(Saved data entries)
+ + + + +

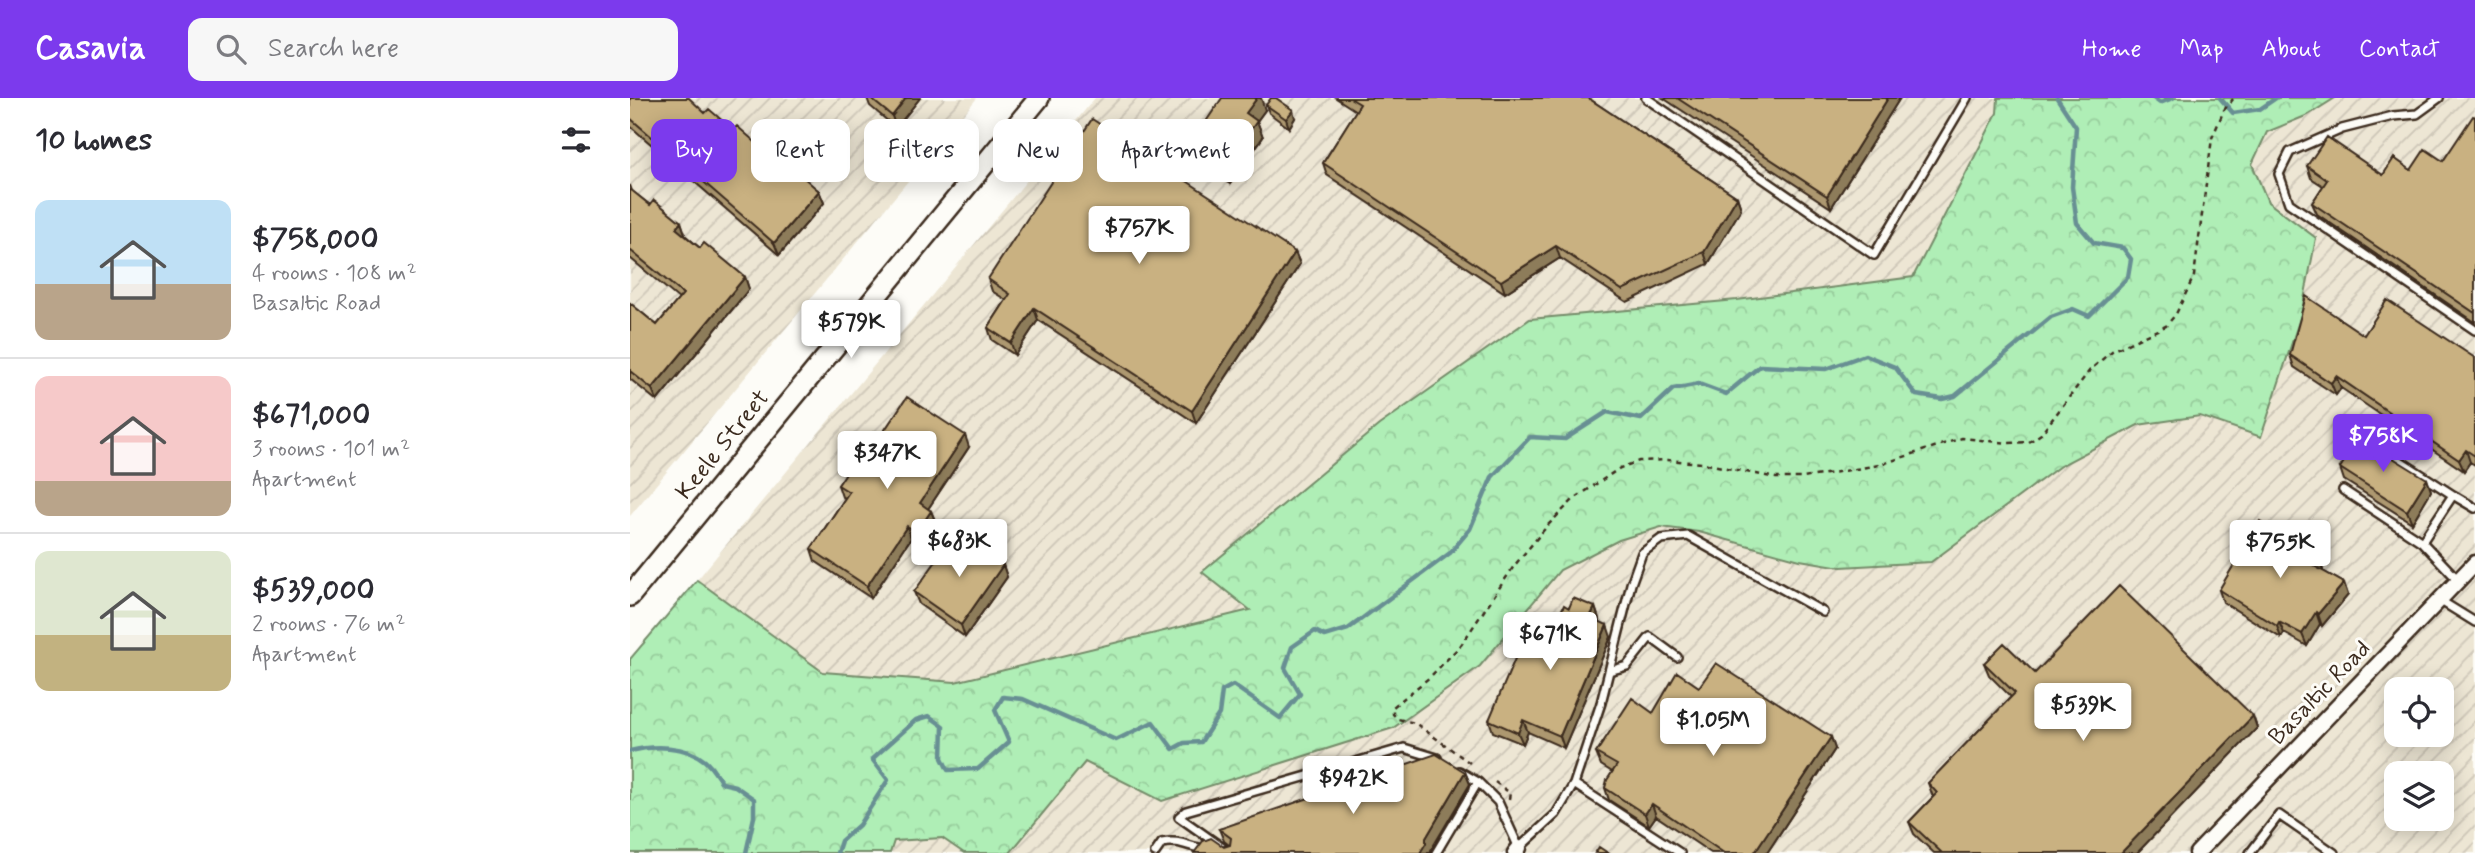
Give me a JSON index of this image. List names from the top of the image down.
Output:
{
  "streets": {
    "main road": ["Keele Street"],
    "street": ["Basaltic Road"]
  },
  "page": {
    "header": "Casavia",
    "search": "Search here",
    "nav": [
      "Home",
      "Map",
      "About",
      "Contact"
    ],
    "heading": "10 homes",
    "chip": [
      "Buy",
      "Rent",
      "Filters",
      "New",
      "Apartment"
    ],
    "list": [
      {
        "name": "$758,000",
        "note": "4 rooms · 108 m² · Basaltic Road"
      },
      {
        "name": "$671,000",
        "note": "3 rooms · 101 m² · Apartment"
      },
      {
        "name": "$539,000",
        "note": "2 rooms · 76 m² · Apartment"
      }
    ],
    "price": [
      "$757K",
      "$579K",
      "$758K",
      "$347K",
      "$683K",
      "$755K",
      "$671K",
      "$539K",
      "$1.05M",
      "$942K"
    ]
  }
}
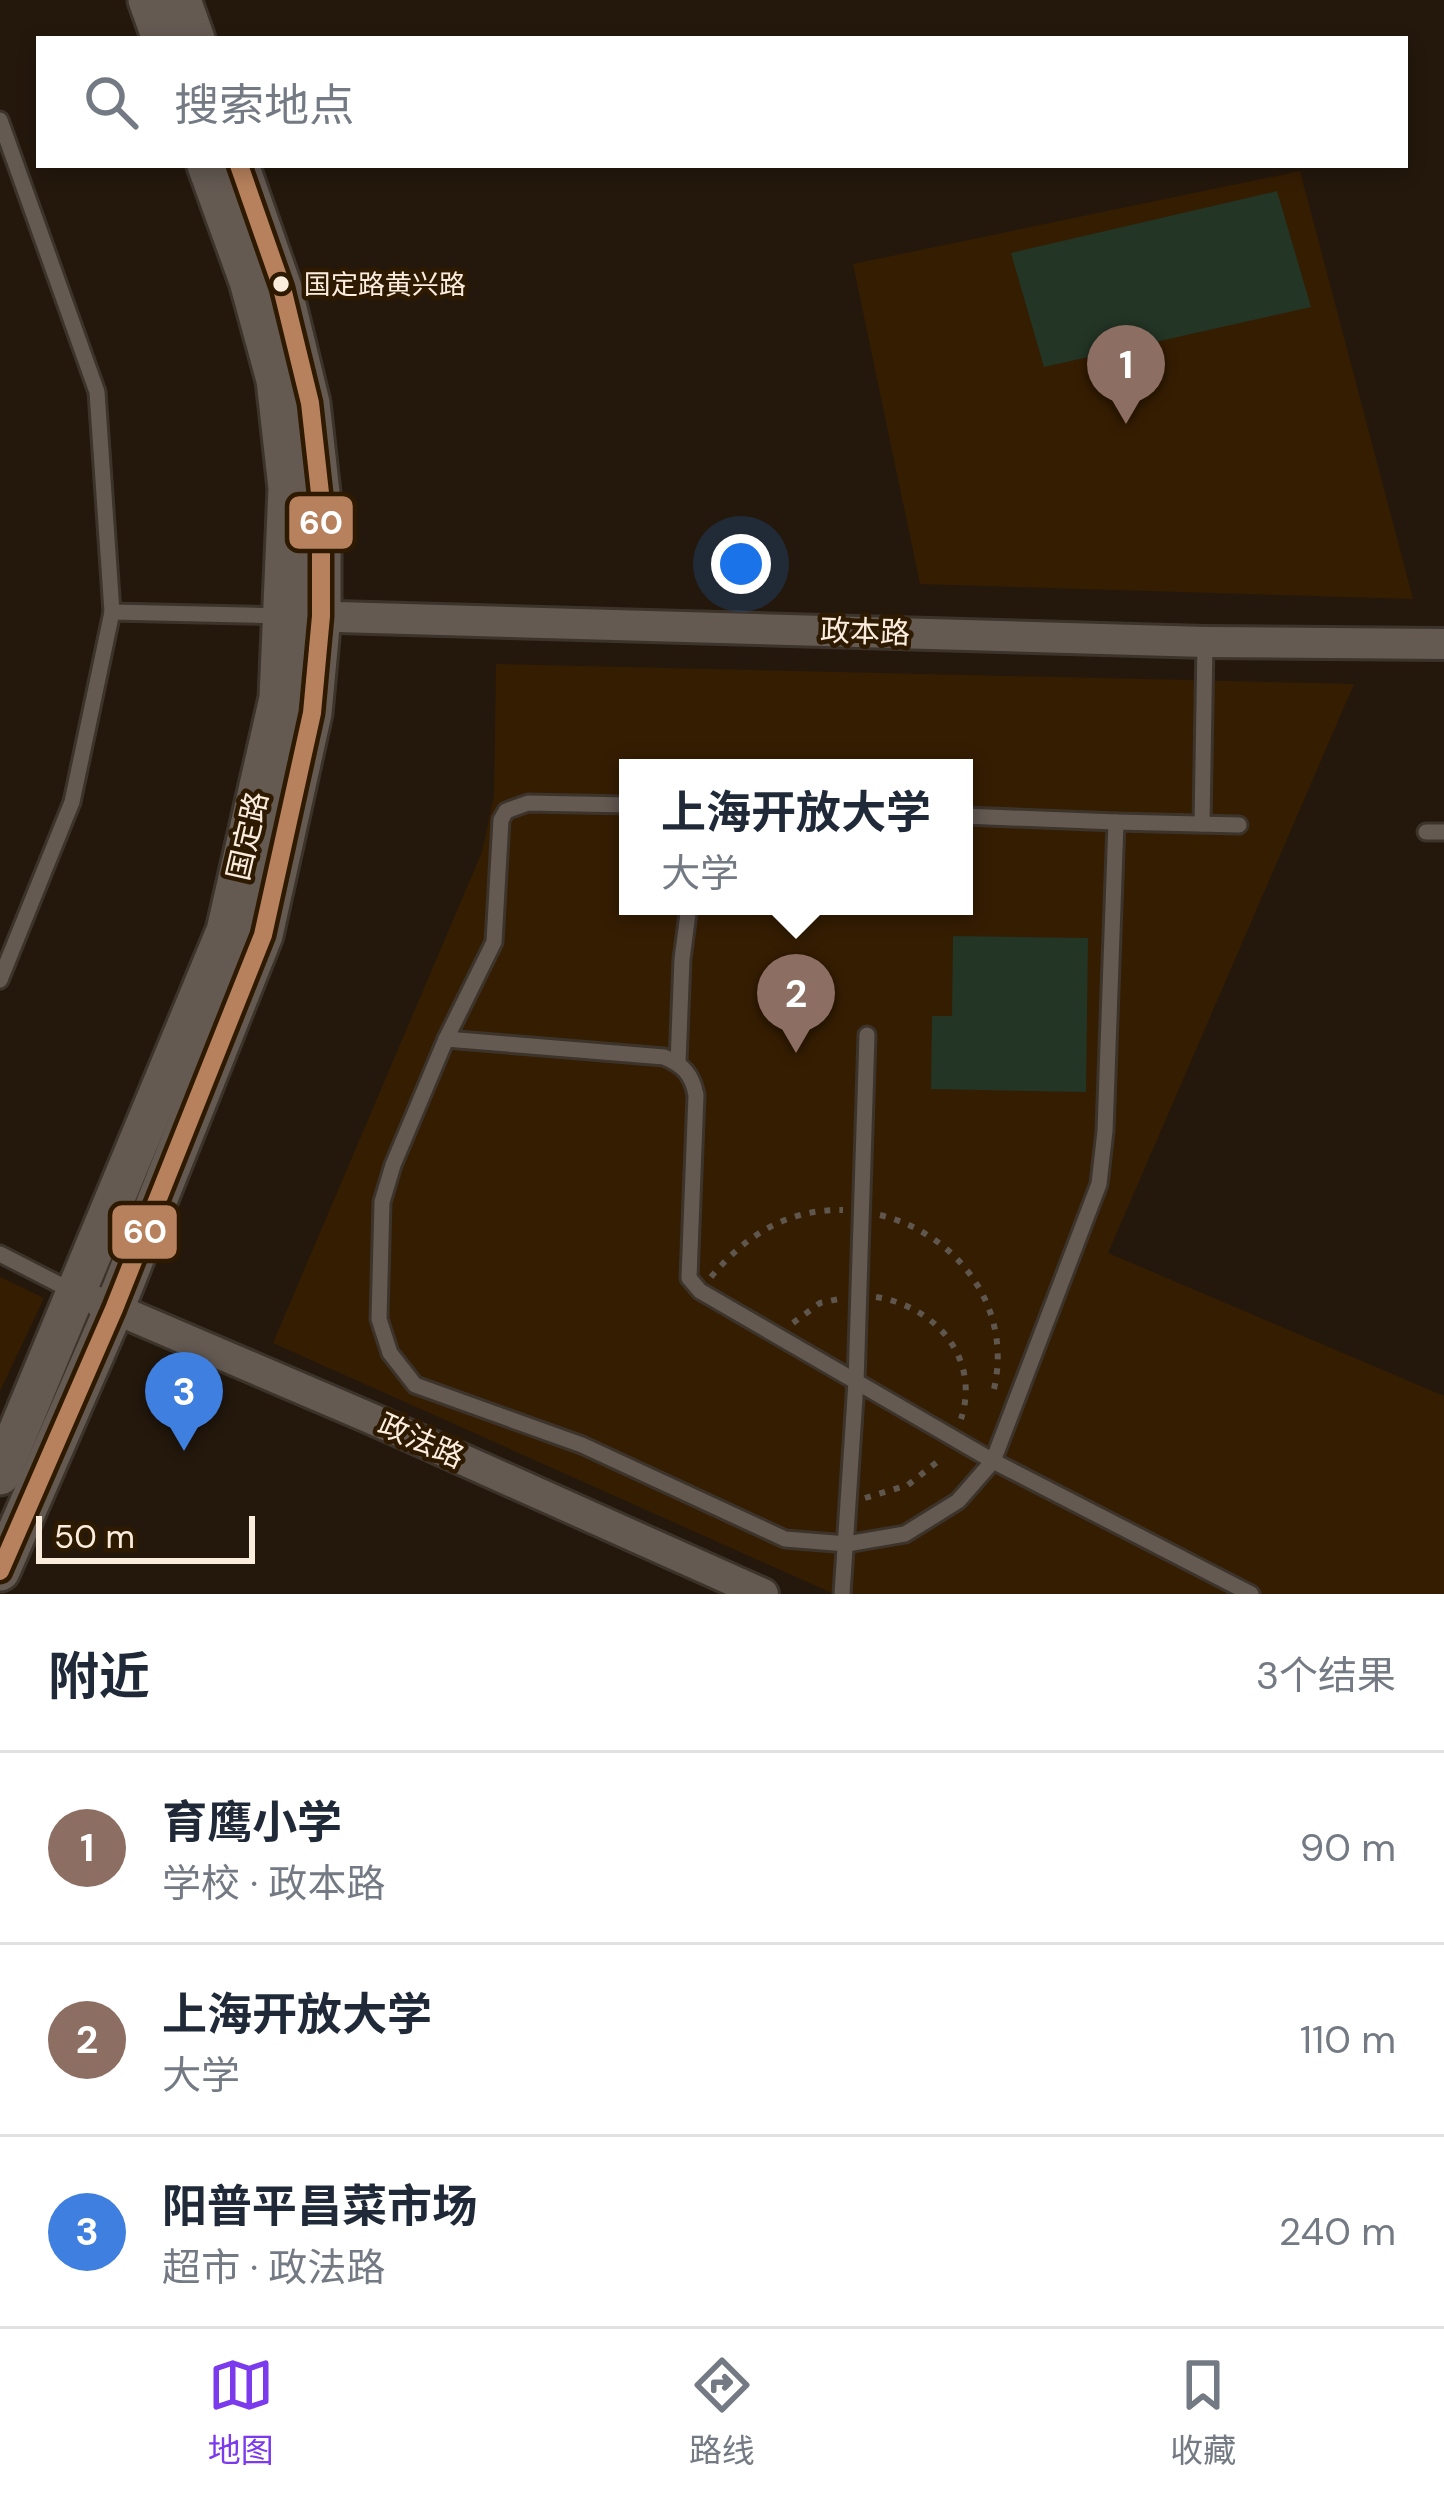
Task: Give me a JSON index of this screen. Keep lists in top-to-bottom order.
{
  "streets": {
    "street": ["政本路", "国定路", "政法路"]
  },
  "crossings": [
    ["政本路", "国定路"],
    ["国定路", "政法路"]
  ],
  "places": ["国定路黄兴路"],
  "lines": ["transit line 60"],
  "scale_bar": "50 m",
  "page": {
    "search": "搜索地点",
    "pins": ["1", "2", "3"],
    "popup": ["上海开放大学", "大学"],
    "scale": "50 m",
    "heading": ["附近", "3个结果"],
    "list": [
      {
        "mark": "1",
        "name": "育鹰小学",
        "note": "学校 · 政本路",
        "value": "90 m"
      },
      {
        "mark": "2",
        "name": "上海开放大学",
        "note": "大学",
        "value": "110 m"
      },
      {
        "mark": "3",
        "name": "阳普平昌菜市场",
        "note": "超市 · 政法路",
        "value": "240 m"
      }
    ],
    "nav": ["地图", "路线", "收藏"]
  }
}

+ + + + +

Problem details =
Your answer must be one number: how many lines of the entries hold the string "JSON".

Your solution =
2